* Task prompt *
Stop at the line containing "2px #644d3f) drop-shadow(0": write out every line from the beginning of the entries up to and including it, minus the pictures.

* Provided records *
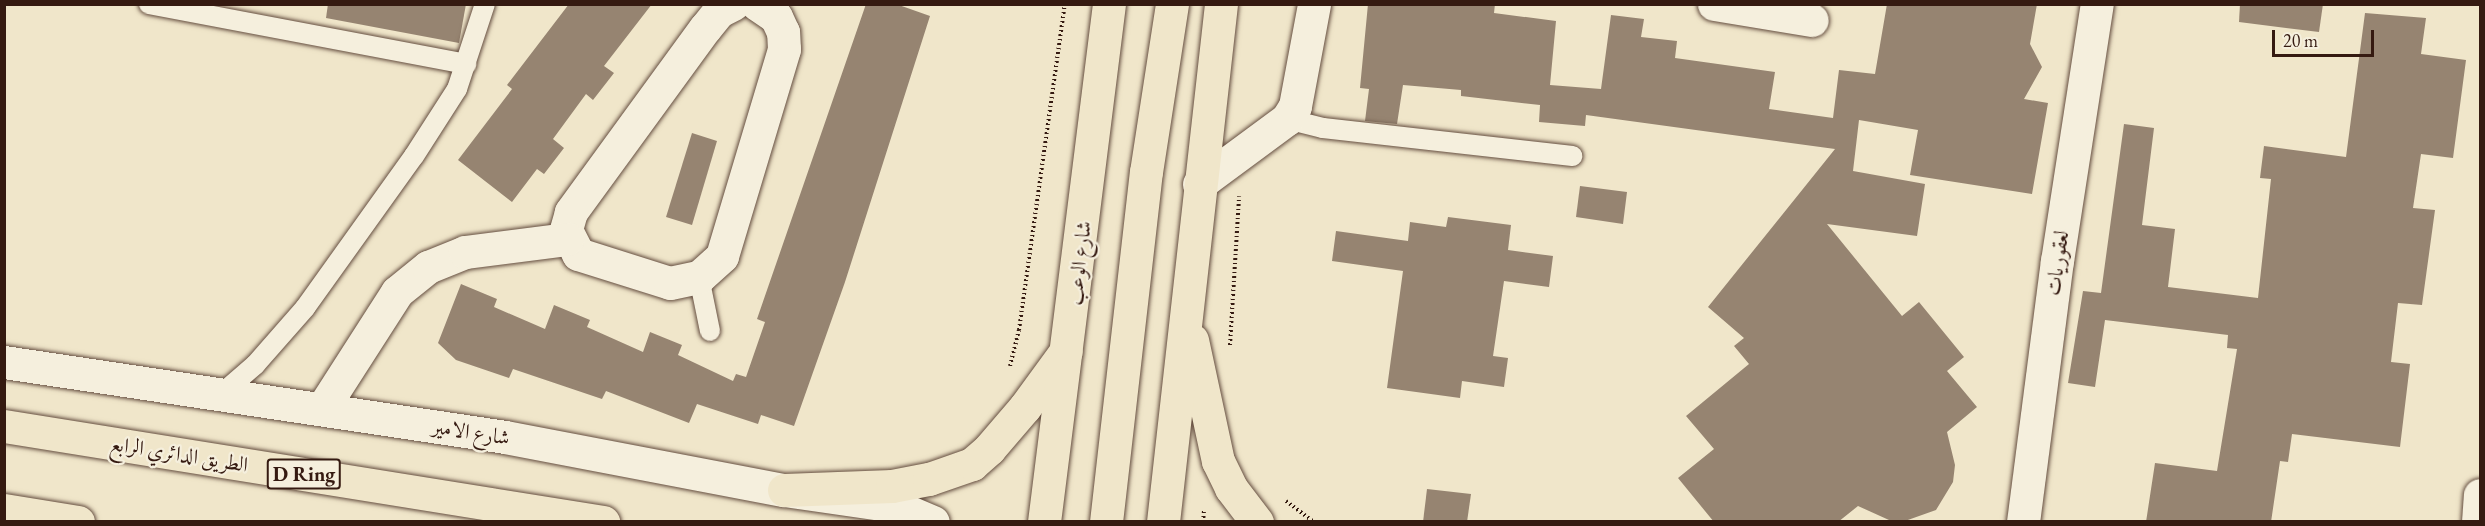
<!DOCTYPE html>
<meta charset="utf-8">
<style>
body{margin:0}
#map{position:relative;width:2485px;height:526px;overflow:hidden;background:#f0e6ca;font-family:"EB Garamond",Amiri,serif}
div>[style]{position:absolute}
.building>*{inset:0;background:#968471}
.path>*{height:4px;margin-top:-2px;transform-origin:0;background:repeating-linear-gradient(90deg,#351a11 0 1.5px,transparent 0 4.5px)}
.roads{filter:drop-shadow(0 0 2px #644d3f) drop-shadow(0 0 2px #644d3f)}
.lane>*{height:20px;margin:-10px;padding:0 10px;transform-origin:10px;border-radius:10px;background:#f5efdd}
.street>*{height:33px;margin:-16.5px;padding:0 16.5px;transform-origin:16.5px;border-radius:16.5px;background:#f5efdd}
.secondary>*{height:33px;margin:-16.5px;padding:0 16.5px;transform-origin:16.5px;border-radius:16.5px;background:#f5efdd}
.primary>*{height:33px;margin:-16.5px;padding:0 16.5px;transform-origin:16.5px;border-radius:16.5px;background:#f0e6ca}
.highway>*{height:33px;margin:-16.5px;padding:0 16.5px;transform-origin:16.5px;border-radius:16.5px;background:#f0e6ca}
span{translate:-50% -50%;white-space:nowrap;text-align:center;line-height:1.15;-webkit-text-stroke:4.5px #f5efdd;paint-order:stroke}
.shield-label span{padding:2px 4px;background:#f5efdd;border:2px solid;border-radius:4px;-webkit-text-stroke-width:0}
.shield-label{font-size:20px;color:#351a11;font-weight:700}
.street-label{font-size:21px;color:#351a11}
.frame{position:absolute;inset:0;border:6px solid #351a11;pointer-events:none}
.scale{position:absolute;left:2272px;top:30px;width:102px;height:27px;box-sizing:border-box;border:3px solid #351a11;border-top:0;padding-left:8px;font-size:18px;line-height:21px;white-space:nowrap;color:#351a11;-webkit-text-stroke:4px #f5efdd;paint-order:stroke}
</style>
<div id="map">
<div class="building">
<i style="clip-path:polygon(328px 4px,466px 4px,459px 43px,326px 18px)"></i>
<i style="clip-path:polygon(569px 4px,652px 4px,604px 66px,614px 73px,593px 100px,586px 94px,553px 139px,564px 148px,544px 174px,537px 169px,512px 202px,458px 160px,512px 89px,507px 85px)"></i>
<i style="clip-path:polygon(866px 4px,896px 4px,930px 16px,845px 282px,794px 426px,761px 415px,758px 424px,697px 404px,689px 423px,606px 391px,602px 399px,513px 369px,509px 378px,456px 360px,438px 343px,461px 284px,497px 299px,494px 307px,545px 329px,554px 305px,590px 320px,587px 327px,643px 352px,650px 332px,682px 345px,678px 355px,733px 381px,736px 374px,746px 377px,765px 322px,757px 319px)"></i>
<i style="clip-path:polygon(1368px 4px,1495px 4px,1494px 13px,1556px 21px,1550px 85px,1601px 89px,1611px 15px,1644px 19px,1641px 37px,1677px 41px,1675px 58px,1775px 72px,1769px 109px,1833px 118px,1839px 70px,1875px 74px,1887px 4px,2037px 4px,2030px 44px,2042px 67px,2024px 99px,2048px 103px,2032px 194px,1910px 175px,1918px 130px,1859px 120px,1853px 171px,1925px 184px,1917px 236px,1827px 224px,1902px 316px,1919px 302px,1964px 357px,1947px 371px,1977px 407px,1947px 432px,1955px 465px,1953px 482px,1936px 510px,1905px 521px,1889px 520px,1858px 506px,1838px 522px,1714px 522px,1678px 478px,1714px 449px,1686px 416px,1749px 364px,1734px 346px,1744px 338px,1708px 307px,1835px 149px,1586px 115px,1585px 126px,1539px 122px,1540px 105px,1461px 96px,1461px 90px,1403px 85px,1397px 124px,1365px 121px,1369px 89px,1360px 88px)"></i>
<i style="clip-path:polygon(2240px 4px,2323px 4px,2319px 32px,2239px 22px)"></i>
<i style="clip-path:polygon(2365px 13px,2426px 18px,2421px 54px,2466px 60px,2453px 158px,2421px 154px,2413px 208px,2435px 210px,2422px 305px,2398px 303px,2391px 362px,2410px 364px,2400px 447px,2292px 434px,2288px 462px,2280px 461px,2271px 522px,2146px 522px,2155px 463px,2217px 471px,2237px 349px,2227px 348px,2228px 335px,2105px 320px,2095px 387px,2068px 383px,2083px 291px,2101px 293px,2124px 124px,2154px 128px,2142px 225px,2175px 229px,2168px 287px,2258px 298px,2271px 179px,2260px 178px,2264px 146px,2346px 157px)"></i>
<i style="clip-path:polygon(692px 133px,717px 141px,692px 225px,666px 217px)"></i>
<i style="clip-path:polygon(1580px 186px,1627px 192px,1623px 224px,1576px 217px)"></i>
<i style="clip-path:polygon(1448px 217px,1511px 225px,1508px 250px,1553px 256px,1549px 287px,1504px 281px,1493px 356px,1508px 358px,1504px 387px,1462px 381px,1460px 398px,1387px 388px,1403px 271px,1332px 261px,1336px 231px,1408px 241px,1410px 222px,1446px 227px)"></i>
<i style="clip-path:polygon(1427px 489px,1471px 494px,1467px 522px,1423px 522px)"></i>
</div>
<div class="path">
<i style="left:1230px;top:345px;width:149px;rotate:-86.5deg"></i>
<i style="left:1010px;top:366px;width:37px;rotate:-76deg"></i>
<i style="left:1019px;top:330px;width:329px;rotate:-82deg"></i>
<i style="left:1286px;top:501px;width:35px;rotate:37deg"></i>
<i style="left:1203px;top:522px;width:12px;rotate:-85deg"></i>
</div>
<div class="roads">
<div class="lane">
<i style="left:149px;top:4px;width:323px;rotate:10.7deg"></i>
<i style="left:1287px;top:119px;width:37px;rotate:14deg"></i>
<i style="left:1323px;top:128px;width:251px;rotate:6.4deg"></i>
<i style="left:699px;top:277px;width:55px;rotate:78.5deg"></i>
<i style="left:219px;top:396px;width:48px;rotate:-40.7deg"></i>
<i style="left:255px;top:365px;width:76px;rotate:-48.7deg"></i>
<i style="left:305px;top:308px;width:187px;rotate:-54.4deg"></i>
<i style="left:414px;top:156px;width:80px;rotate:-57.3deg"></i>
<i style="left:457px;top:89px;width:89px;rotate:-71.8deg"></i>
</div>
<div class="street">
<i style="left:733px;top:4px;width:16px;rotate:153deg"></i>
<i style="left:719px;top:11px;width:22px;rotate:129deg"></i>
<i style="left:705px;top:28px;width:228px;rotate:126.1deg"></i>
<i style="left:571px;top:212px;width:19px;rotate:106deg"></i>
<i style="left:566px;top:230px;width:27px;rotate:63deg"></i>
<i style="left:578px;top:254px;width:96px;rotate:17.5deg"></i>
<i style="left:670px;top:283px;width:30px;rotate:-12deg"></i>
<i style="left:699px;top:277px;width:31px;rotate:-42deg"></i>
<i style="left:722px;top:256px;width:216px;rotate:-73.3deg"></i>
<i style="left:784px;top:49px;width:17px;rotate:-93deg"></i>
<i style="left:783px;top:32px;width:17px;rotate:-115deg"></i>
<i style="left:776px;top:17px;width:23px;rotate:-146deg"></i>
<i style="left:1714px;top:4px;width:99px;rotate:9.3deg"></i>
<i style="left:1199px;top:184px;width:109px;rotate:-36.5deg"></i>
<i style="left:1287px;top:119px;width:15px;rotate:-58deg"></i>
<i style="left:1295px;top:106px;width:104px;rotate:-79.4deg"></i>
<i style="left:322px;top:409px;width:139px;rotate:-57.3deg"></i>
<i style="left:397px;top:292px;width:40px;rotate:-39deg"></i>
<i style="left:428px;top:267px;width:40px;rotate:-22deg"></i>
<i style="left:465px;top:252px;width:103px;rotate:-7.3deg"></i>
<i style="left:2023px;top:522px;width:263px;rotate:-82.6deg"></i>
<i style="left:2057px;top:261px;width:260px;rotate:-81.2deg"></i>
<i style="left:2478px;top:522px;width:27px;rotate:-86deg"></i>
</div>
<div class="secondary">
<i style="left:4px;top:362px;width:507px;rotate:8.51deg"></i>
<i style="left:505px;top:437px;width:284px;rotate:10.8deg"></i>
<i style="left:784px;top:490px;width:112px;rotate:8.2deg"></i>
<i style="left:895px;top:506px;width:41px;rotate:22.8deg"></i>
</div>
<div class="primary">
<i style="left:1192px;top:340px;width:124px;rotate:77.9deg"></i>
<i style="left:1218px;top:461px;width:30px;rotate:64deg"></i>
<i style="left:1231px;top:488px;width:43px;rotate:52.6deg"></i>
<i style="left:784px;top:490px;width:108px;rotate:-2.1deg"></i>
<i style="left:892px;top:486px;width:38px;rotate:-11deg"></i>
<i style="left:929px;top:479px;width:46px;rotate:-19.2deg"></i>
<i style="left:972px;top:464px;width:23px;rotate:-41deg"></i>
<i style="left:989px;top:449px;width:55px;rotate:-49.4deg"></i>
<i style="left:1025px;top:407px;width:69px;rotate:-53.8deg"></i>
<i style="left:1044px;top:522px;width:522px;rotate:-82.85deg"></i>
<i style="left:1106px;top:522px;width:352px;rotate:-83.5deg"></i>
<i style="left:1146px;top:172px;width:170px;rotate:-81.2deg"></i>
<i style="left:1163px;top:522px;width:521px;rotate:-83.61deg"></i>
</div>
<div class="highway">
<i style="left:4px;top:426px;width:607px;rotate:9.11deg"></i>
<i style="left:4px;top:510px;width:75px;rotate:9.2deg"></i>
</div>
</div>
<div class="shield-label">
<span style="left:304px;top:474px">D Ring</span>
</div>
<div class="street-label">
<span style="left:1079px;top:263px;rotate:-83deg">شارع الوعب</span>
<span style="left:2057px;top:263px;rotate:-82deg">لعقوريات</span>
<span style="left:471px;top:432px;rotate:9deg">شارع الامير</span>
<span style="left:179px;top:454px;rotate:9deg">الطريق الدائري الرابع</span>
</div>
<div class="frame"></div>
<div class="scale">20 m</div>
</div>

* Exercise solution *
<!DOCTYPE html>
<meta charset="utf-8">
<style>
body{margin:0}
#map{position:relative;width:2485px;height:526px;overflow:hidden;background:#f0e6ca;font-family:"EB Garamond",Amiri,serif}
div>[style]{position:absolute}
.building>*{inset:0;background:#968471}
.path>*{height:4px;margin-top:-2px;transform-origin:0;background:repeating-linear-gradient(90deg,#351a11 0 1.5px,transparent 0 4.5px)}
.roads{filter:drop-shadow(0 0 2px #644d3f) drop-shadow(0 0 2px #644d3f)}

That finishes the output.